Work instructions |
Give the number of lines in the entries below that contain "rows". Write nothing besides it.

Dataset records |
-- Opening Marker --

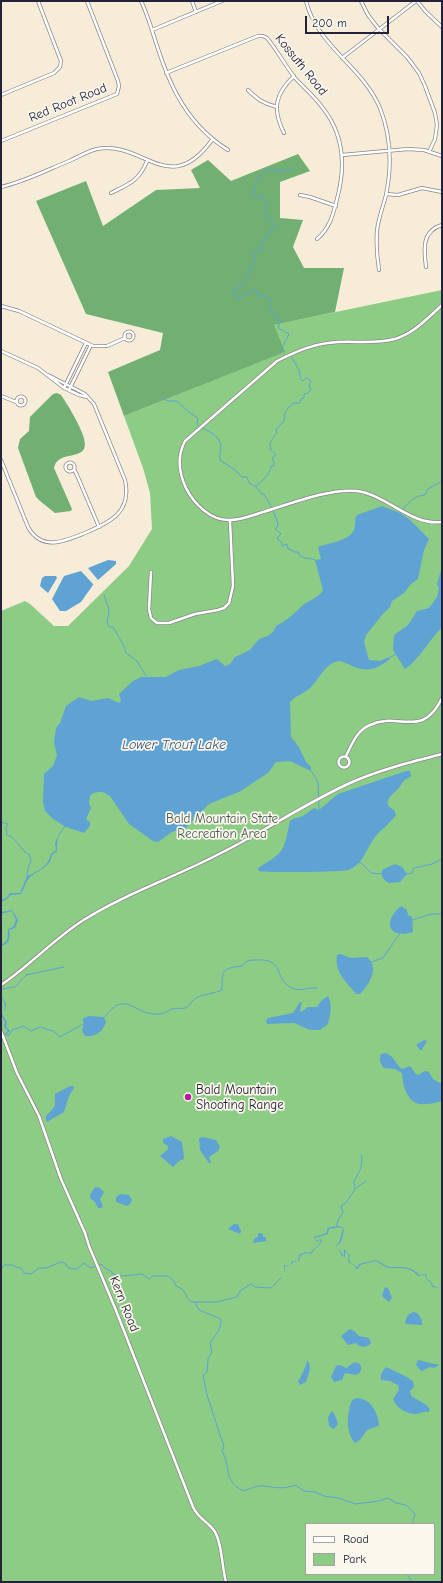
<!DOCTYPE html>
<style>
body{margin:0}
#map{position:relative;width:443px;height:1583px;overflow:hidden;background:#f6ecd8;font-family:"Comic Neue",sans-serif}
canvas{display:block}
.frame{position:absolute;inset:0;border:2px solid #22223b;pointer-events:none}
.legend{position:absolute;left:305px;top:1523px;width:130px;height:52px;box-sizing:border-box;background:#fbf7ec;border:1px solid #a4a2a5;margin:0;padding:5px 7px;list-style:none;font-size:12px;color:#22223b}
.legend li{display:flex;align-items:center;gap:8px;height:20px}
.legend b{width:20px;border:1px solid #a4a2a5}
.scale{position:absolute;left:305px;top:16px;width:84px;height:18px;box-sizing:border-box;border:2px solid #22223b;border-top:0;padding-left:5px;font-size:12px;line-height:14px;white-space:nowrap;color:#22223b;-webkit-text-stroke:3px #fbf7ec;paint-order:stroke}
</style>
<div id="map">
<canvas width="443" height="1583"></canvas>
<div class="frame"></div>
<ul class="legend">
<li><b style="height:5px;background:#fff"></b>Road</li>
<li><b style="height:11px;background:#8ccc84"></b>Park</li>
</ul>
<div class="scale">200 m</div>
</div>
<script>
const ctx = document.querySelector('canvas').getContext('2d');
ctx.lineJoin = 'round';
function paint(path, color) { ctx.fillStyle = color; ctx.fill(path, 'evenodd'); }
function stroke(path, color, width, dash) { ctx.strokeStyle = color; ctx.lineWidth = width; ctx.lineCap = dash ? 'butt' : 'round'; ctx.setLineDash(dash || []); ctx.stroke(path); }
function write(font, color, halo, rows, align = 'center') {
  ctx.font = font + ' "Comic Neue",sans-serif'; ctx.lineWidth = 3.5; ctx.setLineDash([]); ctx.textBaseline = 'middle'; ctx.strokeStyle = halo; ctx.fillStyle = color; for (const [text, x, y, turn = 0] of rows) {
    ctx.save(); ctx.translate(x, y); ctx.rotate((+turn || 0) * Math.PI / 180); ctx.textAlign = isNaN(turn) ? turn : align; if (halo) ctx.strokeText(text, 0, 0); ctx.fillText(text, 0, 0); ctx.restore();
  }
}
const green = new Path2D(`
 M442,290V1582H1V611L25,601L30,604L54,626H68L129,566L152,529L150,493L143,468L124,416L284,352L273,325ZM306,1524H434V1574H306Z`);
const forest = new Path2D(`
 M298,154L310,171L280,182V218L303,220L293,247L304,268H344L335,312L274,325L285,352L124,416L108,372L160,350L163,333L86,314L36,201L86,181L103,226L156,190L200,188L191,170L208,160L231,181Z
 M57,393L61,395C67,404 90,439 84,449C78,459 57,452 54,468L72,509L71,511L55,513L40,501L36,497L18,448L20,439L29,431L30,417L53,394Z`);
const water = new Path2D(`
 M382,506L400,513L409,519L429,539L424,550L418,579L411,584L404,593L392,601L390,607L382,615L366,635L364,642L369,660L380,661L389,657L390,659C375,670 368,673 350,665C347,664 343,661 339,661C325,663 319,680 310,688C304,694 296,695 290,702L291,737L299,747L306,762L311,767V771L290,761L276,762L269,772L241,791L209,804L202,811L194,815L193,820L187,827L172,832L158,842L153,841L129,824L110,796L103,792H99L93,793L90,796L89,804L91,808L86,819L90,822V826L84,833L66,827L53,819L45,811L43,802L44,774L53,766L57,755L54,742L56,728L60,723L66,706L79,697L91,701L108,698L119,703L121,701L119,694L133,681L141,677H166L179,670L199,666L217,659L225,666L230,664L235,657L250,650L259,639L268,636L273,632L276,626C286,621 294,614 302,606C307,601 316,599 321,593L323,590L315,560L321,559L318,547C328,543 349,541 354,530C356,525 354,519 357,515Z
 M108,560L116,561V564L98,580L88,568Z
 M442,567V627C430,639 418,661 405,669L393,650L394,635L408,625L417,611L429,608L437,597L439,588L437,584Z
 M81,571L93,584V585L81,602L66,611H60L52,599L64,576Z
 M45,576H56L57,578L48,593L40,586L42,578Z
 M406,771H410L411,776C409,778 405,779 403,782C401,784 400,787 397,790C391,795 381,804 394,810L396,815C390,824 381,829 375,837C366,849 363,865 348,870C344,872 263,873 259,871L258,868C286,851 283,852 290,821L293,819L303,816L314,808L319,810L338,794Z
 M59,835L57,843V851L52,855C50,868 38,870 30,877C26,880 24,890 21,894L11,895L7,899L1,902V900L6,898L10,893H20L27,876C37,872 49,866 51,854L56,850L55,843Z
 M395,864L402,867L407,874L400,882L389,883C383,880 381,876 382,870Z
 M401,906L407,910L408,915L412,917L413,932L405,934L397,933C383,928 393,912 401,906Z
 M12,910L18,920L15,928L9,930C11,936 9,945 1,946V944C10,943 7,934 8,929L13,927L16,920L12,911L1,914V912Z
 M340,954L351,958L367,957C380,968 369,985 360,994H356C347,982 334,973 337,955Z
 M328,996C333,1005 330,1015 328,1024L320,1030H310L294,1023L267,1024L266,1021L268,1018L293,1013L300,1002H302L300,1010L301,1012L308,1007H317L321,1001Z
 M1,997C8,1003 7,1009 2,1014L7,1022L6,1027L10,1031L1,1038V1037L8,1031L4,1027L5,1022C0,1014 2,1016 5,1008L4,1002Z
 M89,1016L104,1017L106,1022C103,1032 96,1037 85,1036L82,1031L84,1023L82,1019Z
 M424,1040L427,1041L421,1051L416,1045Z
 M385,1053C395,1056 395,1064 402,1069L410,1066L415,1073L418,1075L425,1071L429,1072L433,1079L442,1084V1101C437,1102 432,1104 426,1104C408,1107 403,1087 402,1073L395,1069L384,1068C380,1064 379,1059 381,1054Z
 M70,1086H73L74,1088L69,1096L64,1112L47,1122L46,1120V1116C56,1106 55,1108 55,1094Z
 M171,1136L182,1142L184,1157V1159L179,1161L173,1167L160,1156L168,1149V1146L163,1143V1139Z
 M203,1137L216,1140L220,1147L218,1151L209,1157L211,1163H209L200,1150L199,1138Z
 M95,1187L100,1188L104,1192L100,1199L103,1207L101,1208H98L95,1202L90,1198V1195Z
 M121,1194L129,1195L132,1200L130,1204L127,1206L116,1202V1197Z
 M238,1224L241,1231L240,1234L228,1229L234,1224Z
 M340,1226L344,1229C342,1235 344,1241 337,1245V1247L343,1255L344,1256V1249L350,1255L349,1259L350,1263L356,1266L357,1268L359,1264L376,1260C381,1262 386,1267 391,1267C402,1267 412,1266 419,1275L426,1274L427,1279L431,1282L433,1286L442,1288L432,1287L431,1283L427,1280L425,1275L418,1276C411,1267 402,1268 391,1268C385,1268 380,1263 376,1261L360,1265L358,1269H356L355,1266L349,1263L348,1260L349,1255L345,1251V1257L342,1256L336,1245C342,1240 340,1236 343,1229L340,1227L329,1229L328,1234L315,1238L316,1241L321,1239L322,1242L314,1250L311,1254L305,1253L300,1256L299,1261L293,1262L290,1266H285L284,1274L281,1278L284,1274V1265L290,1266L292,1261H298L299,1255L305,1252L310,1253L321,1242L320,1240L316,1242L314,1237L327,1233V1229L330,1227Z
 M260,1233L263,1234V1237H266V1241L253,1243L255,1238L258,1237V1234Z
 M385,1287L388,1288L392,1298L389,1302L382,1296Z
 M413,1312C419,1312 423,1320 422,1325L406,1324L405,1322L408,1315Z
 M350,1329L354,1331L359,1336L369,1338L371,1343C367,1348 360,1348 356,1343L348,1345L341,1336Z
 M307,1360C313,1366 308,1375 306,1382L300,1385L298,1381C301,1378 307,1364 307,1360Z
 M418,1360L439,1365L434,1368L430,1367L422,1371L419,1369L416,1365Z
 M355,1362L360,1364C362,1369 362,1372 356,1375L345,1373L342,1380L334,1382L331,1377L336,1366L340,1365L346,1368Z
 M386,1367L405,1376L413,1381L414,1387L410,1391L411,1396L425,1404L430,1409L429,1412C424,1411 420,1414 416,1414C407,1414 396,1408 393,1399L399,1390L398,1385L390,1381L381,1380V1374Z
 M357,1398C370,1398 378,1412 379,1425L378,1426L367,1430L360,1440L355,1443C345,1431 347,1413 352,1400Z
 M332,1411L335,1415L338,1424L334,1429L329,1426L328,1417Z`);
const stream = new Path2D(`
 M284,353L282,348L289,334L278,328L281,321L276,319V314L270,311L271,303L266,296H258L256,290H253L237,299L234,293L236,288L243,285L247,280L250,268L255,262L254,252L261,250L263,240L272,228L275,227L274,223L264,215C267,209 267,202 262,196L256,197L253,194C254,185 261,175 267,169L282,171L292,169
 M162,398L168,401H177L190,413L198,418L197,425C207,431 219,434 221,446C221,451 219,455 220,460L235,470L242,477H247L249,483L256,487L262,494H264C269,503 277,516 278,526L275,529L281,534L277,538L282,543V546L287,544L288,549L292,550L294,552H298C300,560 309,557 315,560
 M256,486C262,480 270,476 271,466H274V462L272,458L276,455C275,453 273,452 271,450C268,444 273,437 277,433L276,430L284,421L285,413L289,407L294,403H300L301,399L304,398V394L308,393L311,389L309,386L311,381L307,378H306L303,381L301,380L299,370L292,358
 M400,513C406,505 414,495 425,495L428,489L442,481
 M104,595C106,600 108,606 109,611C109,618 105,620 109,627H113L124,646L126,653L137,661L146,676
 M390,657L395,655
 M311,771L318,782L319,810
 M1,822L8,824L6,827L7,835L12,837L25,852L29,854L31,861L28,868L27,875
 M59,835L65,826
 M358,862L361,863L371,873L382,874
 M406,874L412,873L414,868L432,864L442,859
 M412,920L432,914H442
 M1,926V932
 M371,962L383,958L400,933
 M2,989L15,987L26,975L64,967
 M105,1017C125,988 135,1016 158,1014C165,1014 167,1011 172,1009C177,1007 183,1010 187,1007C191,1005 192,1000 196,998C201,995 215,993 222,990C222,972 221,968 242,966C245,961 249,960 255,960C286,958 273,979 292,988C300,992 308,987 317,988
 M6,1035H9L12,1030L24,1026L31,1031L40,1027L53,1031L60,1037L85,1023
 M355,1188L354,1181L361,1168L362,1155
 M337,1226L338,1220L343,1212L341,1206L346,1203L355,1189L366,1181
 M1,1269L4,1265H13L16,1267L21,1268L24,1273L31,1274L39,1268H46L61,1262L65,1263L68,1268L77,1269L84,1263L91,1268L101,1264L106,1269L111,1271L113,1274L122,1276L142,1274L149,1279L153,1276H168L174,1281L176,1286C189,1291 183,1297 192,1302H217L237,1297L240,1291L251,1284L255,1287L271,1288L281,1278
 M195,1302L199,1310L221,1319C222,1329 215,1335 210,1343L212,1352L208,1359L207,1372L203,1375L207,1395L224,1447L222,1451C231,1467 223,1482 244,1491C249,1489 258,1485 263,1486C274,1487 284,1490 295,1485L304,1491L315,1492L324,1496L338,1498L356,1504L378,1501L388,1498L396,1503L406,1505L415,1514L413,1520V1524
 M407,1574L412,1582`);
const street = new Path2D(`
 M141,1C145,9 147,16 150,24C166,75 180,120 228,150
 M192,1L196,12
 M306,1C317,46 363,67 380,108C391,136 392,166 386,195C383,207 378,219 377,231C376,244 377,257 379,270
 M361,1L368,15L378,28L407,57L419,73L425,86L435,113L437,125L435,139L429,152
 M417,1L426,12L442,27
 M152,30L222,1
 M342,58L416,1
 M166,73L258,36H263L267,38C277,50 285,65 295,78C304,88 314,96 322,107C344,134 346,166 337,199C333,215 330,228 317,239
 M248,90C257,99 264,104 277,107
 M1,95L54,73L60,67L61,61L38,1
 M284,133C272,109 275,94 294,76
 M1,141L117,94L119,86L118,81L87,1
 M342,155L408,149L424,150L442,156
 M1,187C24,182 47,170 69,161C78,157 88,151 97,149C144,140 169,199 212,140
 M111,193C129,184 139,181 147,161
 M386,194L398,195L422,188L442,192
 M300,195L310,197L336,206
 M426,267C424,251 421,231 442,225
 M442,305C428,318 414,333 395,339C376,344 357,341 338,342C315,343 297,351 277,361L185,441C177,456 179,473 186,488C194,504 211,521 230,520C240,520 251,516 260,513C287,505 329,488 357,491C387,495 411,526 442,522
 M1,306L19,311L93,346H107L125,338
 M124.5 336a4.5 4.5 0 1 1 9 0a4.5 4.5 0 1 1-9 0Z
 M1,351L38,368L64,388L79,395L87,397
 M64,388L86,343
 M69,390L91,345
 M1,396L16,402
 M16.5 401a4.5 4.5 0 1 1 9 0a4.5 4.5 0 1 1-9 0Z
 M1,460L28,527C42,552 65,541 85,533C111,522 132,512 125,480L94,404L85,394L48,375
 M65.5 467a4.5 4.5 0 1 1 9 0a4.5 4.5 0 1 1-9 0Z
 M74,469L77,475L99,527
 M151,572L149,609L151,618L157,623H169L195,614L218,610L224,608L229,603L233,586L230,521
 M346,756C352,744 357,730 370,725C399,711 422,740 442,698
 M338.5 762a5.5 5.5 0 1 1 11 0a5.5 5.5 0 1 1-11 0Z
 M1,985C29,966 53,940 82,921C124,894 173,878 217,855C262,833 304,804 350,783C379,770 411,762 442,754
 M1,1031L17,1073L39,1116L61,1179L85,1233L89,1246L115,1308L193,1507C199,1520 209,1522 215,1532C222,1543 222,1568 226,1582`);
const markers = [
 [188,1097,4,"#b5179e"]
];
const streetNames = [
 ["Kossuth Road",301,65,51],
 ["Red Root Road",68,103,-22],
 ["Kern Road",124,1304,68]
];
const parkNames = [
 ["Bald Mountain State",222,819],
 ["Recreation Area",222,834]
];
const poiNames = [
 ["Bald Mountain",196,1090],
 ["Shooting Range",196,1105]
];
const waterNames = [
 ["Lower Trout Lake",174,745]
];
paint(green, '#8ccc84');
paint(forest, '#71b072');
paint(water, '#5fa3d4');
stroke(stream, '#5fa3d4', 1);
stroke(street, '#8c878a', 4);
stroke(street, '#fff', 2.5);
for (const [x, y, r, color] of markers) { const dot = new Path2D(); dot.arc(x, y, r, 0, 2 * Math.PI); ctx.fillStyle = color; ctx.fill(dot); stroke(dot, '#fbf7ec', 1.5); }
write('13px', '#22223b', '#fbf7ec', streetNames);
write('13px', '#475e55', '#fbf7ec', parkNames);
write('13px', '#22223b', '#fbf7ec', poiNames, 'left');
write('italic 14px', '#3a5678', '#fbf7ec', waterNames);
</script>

-- Closing Marker --

Completed exercise |
2